FILTER_FLAG_STRIP_LOW vs FILTER_FLAG_STRIP_HIGH?

FILTER_FLAG_STRIP_LOW

Remove characters with ASCII value < 32

FILTER_FLAG_STRIP_HIGH

Remove characters with ASCII value > 127


The flags are explained in a different page of the documentation.

FILTER_FLAG_STRIP_LOW strips bytes in the input that have a numerical value <32, most notably null bytes and other control characters such as the ASCII bell. This is a good idea if you intend to pass an input to another application which uses null-terminated strings. In general, characters with a Unicode codepoint lower than 32 should not occur in user input, except for the newline characters 10 and 13.
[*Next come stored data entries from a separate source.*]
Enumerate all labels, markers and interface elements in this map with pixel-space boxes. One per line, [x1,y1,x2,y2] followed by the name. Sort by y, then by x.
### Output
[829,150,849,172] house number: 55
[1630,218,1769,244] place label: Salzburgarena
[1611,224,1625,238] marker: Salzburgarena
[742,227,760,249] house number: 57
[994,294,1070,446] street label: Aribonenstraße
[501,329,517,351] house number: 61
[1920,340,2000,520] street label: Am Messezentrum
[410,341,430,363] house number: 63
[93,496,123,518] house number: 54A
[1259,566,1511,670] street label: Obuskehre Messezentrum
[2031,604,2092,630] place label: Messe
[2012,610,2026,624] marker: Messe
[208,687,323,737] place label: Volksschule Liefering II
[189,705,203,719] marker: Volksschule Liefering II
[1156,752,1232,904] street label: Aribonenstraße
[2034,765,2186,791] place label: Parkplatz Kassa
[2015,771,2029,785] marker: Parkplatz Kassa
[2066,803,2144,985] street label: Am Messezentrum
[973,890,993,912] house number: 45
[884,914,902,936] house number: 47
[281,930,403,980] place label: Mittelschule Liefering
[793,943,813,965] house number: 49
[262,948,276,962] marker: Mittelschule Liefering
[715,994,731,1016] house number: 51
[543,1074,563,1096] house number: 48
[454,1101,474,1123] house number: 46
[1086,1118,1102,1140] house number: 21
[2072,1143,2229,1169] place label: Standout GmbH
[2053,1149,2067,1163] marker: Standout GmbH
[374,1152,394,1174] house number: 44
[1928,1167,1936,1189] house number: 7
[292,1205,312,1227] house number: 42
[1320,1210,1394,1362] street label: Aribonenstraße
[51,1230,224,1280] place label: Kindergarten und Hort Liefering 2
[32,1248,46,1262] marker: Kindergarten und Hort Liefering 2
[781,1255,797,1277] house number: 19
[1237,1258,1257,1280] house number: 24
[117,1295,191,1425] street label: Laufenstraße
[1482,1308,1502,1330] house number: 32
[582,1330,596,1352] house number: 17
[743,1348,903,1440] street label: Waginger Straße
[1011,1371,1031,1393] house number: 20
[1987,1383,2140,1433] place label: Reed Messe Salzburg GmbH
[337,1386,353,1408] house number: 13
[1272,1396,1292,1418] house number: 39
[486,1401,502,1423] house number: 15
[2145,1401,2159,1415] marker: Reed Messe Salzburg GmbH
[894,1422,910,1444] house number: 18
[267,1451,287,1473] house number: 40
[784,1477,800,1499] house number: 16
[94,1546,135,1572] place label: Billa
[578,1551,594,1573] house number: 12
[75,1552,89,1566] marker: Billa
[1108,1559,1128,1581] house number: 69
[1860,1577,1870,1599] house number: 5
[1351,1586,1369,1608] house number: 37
FILTER_FLAG_STRIP_HIGH strips bytes in the input that have a numerical value >127. In almost every encoding, those bytes represent non-ASCII characters such as ä, ¿, etc. Passing this flag can be a band-aid for broken string encoding, which can become a security vulnerability. However, non-ASCII characters are to be expected in virtually all user input.

To summarize:

filter_var("\0aä\x80", FILTER_SANITIZE_STRING) == "\0aä\x80"
filter_var("\0aä\x80", FILTER_SANITIZE_STRING, FILTER_FLAG_STRIP_LOW) == "aä\x80"
filter_var("\0aä\x80", FILTER_SANITIZE_STRING, FILTER_FLAG_STRIP_HIGH) == "\0a"
filter_var("\0aä\x80", FILTER_SANITIZE_STRING,
           FILTER_FLAG_STRIP_LOW | FILTER_FLAG_STRIP_HIGH) == "a"